• How to complete this task:
Word for word, give the entries back.

Information shown: Begin

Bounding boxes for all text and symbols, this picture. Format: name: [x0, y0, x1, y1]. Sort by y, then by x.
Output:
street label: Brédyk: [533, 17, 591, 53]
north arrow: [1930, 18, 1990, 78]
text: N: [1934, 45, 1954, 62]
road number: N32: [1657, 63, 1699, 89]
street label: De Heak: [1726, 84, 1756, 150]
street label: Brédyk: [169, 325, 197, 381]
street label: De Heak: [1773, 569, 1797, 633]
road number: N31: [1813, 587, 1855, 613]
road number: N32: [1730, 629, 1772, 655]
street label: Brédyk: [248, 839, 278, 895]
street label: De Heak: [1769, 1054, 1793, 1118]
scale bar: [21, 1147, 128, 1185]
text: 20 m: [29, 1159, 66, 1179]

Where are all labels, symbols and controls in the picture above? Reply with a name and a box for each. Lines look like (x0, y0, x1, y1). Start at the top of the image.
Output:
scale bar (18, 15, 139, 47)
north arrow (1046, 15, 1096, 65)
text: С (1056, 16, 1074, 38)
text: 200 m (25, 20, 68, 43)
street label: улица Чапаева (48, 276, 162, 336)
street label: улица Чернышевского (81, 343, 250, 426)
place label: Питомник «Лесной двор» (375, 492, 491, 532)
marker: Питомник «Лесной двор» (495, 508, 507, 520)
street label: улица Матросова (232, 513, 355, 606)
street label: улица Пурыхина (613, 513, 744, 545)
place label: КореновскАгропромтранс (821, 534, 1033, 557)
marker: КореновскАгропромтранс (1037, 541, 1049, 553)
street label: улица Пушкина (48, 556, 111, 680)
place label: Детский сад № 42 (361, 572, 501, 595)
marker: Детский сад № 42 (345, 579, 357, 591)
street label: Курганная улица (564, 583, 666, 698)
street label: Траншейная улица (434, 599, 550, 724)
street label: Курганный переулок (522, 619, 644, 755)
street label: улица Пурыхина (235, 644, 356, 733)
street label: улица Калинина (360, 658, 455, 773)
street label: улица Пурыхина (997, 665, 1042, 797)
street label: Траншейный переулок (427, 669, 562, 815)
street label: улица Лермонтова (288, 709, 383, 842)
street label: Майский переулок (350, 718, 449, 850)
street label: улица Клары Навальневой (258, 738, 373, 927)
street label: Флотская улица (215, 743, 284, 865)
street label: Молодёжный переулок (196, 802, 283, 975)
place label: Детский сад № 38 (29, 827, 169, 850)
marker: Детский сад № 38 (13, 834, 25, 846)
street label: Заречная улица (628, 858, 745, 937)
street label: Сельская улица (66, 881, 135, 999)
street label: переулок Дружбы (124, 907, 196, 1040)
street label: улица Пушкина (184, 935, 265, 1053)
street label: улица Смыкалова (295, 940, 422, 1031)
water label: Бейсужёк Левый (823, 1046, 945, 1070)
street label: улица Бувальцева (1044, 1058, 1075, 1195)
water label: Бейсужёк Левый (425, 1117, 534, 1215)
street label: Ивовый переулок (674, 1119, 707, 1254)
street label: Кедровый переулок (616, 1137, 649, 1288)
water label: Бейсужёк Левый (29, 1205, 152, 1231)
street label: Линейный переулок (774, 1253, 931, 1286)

Information shown: End

• Answer box:
Bounding boxes for all text and symbols, this picture. Format: name: [x0, y0, x1, y1]. Sort by y, then by x.
Output:
street label: Brédyk: [533, 17, 591, 53]
north arrow: [1930, 18, 1990, 78]
text: N: [1934, 45, 1954, 62]
road number: N32: [1657, 63, 1699, 89]
street label: De Heak: [1726, 84, 1756, 150]
street label: Brédyk: [169, 325, 197, 381]
street label: De Heak: [1773, 569, 1797, 633]
road number: N31: [1813, 587, 1855, 613]
road number: N32: [1730, 629, 1772, 655]
street label: Brédyk: [248, 839, 278, 895]
street label: De Heak: [1769, 1054, 1793, 1118]
scale bar: [21, 1147, 128, 1185]
text: 20 m: [29, 1159, 66, 1179]

Where are all labels, symbols and controls in the picture above? Reply with a name and a box for each. Lines look like (x0, y0, x1, y1). Start at the top of the image.
Output:
scale bar (18, 15, 139, 47)
north arrow (1046, 15, 1096, 65)
text: С (1056, 16, 1074, 38)
text: 200 m (25, 20, 68, 43)
street label: улица Чапаева (48, 276, 162, 336)
street label: улица Чернышевского (81, 343, 250, 426)
place label: Питомник «Лесной двор» (375, 492, 491, 532)
marker: Питомник «Лесной двор» (495, 508, 507, 520)
street label: улица Матросова (232, 513, 355, 606)
street label: улица Пурыхина (613, 513, 744, 545)
place label: КореновскАгропромтранс (821, 534, 1033, 557)
marker: КореновскАгропромтранс (1037, 541, 1049, 553)
street label: улица Пушкина (48, 556, 111, 680)
place label: Детский сад № 42 (361, 572, 501, 595)
marker: Детский сад № 42 (345, 579, 357, 591)
street label: Курганная улица (564, 583, 666, 698)
street label: Траншейная улица (434, 599, 550, 724)
street label: Курганный переулок (522, 619, 644, 755)
street label: улица Пурыхина (235, 644, 356, 733)
street label: улица Калинина (360, 658, 455, 773)
street label: улица Пурыхина (997, 665, 1042, 797)
street label: Траншейный переулок (427, 669, 562, 815)
street label: улица Лермонтова (288, 709, 383, 842)
street label: Майский переулок (350, 718, 449, 850)
street label: улица Клары Навальневой (258, 738, 373, 927)
street label: Флотская улица (215, 743, 284, 865)
street label: Молодёжный переулок (196, 802, 283, 975)
place label: Детский сад № 38 (29, 827, 169, 850)
marker: Детский сад № 38 (13, 834, 25, 846)
street label: Заречная улица (628, 858, 745, 937)
street label: Сельская улица (66, 881, 135, 999)
street label: переулок Дружбы (124, 907, 196, 1040)
street label: улица Пушкина (184, 935, 265, 1053)
street label: улица Смыкалова (295, 940, 422, 1031)
water label: Бейсужёк Левый (823, 1046, 945, 1070)
street label: улица Бувальцева (1044, 1058, 1075, 1195)
water label: Бейсужёк Левый (425, 1117, 534, 1215)
street label: Ивовый переулок (674, 1119, 707, 1254)
street label: Кедровый переулок (616, 1137, 649, 1288)
water label: Бейсужёк Левый (29, 1205, 152, 1231)
street label: Линейный переулок (774, 1253, 931, 1286)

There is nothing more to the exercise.